*EXERCISE AIM*
In how many lines of the listing does the word "controls" appear? Reply with the number only.

═══ RECORDS PROVIDED

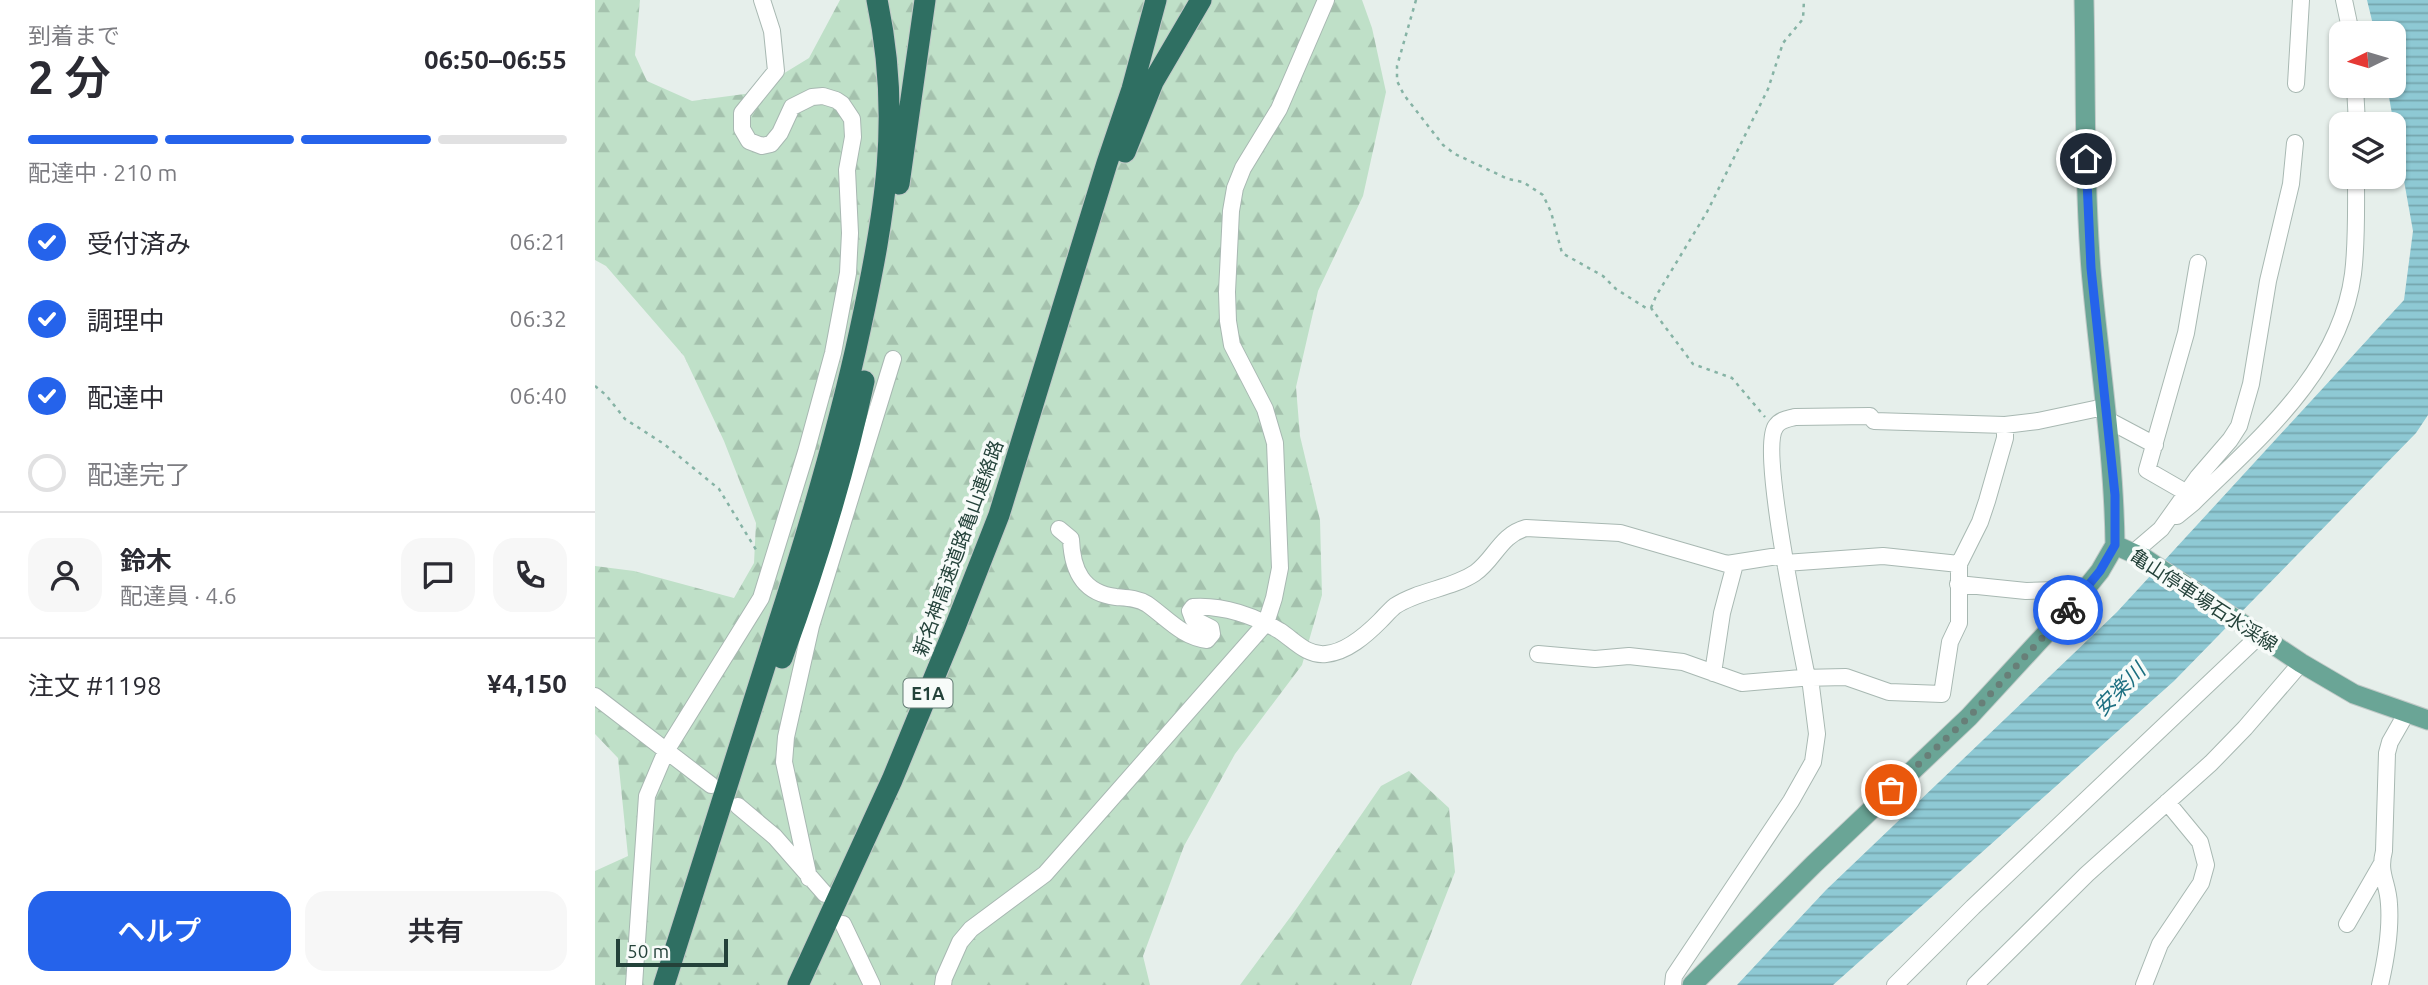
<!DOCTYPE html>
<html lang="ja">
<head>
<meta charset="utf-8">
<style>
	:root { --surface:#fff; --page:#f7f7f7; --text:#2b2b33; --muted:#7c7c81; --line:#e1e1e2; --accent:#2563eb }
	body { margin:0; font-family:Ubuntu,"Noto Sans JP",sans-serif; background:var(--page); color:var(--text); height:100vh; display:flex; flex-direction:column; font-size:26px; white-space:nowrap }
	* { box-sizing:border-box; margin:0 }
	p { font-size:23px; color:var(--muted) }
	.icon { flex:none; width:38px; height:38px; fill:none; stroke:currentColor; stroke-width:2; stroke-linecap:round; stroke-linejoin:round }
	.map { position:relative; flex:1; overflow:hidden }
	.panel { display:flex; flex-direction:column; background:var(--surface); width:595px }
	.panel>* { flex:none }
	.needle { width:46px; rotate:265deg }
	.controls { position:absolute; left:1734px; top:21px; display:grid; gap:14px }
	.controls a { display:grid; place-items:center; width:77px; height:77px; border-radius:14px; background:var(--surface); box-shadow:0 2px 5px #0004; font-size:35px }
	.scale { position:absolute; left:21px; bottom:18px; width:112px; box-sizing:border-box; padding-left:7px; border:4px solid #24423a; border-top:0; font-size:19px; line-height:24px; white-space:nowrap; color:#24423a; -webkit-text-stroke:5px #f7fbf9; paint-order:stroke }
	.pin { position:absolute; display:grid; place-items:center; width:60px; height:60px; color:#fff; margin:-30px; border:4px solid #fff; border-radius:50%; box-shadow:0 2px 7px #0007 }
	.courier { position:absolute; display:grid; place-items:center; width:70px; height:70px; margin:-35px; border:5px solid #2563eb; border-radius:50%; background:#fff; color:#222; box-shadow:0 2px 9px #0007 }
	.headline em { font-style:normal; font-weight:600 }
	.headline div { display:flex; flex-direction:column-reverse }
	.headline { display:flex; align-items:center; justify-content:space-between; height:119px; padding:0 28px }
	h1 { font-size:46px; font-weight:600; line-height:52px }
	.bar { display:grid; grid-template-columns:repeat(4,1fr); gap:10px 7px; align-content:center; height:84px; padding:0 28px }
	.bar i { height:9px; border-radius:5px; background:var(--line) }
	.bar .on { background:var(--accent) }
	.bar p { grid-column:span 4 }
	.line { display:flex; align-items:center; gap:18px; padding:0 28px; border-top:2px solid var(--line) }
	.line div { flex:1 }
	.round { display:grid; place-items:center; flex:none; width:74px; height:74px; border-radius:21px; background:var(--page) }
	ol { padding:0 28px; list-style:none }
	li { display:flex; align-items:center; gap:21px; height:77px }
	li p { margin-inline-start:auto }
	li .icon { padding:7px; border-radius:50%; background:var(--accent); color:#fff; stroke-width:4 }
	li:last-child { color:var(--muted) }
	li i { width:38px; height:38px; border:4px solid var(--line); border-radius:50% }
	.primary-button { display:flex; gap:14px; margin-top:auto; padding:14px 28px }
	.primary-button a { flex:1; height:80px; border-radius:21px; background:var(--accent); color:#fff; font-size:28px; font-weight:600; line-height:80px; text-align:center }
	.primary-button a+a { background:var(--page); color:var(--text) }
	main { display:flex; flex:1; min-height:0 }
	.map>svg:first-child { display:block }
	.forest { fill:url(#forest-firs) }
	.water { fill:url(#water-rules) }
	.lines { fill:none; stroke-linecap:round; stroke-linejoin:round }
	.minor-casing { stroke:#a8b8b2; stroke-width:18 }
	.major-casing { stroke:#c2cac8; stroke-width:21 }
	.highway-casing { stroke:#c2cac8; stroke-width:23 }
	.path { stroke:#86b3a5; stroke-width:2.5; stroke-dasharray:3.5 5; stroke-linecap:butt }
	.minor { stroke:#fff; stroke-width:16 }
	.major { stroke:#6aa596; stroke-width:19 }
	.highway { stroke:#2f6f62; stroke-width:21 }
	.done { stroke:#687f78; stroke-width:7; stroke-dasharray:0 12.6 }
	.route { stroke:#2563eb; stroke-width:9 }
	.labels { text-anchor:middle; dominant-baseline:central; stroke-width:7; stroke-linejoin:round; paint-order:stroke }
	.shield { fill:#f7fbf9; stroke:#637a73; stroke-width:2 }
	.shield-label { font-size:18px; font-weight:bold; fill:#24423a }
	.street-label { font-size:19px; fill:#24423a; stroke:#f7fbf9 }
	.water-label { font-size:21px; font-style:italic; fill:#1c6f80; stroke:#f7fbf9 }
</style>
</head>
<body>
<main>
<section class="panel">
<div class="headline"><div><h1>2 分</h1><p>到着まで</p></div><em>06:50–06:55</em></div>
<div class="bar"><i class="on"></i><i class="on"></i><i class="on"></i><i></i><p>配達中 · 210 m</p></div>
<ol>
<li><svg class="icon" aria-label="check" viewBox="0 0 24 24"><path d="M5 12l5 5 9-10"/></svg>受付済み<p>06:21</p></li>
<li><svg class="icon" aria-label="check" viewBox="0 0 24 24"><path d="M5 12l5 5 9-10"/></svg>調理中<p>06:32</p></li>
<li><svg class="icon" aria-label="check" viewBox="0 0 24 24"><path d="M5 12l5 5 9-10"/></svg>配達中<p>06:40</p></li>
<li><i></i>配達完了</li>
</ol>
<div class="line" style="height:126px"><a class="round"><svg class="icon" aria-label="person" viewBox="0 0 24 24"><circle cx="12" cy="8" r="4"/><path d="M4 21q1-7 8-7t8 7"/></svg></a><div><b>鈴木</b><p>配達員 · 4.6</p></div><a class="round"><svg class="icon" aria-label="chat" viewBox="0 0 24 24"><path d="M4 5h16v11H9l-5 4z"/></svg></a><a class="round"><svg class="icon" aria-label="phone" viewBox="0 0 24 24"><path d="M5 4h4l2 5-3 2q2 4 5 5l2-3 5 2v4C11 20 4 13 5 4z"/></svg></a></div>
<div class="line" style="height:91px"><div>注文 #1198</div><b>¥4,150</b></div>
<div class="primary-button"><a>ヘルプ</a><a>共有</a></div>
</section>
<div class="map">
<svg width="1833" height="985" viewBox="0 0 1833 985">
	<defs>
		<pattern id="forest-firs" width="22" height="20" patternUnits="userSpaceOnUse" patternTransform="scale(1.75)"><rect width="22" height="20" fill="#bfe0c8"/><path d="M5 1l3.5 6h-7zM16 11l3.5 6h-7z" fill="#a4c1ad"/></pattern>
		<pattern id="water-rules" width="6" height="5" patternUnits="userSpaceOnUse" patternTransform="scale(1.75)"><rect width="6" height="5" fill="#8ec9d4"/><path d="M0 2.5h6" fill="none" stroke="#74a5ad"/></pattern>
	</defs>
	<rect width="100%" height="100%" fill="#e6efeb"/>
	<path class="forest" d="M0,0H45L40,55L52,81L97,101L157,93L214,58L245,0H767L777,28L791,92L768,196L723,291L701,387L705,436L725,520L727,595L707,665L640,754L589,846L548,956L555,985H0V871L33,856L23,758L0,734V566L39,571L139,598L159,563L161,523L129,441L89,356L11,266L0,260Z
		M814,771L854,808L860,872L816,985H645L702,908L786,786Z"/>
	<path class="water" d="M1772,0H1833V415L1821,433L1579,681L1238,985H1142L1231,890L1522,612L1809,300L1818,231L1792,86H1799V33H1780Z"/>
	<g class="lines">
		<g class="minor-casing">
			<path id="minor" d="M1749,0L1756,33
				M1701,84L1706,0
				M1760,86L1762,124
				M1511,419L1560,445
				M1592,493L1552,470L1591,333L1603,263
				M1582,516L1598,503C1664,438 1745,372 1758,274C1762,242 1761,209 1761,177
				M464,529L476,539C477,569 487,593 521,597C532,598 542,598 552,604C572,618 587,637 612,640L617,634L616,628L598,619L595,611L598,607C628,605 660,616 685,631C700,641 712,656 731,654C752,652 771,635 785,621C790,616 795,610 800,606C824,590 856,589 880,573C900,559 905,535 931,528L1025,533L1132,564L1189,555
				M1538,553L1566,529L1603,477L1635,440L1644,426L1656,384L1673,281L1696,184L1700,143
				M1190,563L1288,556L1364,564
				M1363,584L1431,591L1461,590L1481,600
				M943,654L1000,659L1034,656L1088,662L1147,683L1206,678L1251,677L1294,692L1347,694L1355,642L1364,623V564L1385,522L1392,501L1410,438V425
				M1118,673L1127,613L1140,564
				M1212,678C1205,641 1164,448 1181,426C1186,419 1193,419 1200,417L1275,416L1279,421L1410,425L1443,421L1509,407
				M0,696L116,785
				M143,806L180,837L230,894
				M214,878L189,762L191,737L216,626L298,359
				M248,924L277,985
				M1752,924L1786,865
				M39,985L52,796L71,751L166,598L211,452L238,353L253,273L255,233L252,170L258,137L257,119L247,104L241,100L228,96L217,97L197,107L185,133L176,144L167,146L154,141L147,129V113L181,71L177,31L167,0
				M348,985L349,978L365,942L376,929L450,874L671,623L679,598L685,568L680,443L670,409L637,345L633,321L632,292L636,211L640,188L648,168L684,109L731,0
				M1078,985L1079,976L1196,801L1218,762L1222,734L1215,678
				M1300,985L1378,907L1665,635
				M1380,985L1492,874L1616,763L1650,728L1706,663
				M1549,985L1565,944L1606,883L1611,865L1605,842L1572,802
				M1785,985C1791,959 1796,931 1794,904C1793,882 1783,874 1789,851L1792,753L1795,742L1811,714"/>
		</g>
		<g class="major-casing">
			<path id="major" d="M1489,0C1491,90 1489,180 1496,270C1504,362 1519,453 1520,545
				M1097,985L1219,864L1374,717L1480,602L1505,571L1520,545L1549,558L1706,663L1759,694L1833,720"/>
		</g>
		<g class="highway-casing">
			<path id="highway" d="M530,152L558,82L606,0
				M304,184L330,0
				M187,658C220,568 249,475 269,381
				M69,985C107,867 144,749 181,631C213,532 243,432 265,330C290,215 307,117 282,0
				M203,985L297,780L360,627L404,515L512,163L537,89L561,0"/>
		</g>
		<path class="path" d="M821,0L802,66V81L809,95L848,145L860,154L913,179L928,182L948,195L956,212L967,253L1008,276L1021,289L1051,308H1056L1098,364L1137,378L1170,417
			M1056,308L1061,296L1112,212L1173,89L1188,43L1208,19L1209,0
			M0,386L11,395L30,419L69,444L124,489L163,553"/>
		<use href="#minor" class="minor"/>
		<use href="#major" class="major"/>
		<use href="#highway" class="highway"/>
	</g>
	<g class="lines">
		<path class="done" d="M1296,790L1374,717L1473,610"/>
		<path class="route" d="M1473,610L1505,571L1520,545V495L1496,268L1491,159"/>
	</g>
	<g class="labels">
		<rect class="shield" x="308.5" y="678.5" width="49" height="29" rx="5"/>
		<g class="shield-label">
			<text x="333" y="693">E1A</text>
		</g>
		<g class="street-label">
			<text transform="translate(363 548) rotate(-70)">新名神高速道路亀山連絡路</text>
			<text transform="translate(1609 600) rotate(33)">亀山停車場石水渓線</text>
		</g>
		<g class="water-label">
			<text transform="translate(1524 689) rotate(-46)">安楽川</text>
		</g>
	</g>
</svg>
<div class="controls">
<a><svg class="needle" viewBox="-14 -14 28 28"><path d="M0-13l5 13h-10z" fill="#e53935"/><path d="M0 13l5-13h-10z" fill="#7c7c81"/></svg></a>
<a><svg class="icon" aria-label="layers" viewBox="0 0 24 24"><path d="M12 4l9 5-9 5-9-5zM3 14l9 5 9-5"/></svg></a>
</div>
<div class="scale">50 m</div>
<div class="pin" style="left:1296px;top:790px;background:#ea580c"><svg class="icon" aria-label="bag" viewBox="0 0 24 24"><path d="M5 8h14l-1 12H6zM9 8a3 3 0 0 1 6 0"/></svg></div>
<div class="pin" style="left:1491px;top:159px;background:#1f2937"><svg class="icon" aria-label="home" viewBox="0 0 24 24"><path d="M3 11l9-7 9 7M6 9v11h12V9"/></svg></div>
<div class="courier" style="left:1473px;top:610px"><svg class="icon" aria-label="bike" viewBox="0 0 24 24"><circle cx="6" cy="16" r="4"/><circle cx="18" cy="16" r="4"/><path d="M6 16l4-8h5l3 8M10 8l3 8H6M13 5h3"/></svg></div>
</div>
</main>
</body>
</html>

══════
═══ RECORDS PROVIDED

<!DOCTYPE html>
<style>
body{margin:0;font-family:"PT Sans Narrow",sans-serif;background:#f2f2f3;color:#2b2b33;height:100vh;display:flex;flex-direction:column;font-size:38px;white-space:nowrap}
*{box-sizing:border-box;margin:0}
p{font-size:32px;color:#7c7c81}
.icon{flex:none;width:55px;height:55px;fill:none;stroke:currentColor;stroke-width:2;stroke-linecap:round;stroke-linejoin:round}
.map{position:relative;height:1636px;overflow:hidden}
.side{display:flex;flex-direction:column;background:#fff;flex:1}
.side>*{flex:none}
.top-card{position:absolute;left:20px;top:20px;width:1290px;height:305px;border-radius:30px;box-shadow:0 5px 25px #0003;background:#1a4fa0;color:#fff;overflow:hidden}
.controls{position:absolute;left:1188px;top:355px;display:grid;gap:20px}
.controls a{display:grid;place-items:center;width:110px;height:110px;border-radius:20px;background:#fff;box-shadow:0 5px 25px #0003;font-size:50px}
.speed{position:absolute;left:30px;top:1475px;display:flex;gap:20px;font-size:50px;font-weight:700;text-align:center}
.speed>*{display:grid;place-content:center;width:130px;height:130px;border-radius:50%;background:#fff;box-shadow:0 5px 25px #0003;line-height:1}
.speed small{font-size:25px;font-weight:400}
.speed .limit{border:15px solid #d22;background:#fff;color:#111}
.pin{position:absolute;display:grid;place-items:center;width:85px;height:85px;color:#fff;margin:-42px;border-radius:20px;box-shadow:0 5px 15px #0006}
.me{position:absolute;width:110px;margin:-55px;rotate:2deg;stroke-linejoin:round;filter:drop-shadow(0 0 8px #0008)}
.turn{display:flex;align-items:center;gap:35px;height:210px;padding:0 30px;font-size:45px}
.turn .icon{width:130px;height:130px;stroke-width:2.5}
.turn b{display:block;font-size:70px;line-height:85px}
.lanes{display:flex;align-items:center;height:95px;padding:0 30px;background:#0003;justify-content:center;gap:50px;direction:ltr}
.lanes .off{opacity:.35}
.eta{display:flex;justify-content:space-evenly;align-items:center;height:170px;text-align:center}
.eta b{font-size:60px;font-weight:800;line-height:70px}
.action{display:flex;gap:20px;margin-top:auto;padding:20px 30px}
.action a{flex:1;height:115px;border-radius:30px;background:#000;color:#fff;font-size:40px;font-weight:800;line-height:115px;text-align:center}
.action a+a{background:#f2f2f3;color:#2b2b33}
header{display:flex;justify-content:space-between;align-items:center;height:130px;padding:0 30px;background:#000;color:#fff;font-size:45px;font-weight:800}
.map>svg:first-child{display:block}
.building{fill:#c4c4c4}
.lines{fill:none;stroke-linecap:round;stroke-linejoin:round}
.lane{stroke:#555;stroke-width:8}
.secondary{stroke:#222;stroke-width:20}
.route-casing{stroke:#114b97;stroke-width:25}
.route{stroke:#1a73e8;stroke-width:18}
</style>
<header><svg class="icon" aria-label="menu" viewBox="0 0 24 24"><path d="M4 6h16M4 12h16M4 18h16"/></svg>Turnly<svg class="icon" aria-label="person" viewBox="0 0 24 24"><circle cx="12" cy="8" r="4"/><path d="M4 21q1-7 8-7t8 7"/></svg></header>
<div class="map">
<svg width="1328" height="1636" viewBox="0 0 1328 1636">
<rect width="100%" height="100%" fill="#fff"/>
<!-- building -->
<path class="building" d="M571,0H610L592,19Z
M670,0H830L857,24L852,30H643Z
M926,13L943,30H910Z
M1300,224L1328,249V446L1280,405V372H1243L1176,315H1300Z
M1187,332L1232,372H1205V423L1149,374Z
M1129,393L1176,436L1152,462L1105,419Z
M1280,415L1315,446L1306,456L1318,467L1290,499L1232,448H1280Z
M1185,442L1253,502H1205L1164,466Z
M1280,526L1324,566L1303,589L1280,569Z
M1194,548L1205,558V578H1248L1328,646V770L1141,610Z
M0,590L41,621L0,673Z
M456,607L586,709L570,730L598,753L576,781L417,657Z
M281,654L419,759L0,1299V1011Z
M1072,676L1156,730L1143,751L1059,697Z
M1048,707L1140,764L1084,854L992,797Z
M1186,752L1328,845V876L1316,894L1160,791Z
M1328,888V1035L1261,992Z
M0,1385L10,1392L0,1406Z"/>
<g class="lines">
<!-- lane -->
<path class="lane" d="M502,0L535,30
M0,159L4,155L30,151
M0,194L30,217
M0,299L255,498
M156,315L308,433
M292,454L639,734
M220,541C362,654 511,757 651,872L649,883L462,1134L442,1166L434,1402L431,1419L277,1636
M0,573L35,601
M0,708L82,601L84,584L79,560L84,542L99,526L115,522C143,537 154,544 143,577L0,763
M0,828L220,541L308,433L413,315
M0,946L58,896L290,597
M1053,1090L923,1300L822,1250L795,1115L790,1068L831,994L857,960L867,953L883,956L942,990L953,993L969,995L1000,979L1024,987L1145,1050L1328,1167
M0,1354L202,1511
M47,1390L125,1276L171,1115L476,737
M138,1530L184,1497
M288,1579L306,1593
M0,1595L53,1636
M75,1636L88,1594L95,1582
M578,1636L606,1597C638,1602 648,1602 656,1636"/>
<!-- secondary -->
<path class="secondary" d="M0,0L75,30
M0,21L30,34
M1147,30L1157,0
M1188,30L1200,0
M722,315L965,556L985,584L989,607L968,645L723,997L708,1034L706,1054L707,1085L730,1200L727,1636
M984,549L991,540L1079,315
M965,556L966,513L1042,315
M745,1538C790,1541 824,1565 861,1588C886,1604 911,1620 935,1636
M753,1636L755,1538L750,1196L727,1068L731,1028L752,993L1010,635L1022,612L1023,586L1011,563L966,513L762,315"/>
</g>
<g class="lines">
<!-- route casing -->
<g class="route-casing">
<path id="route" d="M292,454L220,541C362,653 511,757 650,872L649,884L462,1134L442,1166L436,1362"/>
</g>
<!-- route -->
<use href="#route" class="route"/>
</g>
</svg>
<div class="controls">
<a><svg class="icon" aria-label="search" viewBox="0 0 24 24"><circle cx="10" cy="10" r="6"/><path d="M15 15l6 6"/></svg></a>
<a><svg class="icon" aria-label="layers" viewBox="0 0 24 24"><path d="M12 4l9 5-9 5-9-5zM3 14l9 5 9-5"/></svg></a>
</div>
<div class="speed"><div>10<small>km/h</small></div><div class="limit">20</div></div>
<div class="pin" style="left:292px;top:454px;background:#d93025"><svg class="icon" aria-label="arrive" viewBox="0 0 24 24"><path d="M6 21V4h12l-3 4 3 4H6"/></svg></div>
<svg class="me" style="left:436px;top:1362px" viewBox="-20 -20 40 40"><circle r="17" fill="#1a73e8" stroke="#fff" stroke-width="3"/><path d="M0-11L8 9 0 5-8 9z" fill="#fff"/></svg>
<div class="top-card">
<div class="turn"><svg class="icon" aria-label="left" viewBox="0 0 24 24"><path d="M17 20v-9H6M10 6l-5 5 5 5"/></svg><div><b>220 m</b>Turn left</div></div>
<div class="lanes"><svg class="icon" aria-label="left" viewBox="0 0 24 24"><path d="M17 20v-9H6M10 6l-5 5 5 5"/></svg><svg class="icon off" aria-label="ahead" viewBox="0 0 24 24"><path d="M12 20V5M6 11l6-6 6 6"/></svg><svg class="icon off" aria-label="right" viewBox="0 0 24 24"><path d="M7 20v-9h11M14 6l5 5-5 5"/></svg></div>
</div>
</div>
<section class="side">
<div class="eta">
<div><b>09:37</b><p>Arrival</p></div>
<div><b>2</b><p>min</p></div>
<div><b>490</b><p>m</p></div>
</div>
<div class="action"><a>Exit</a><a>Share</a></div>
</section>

══════

*YOUR RESPONSE*
6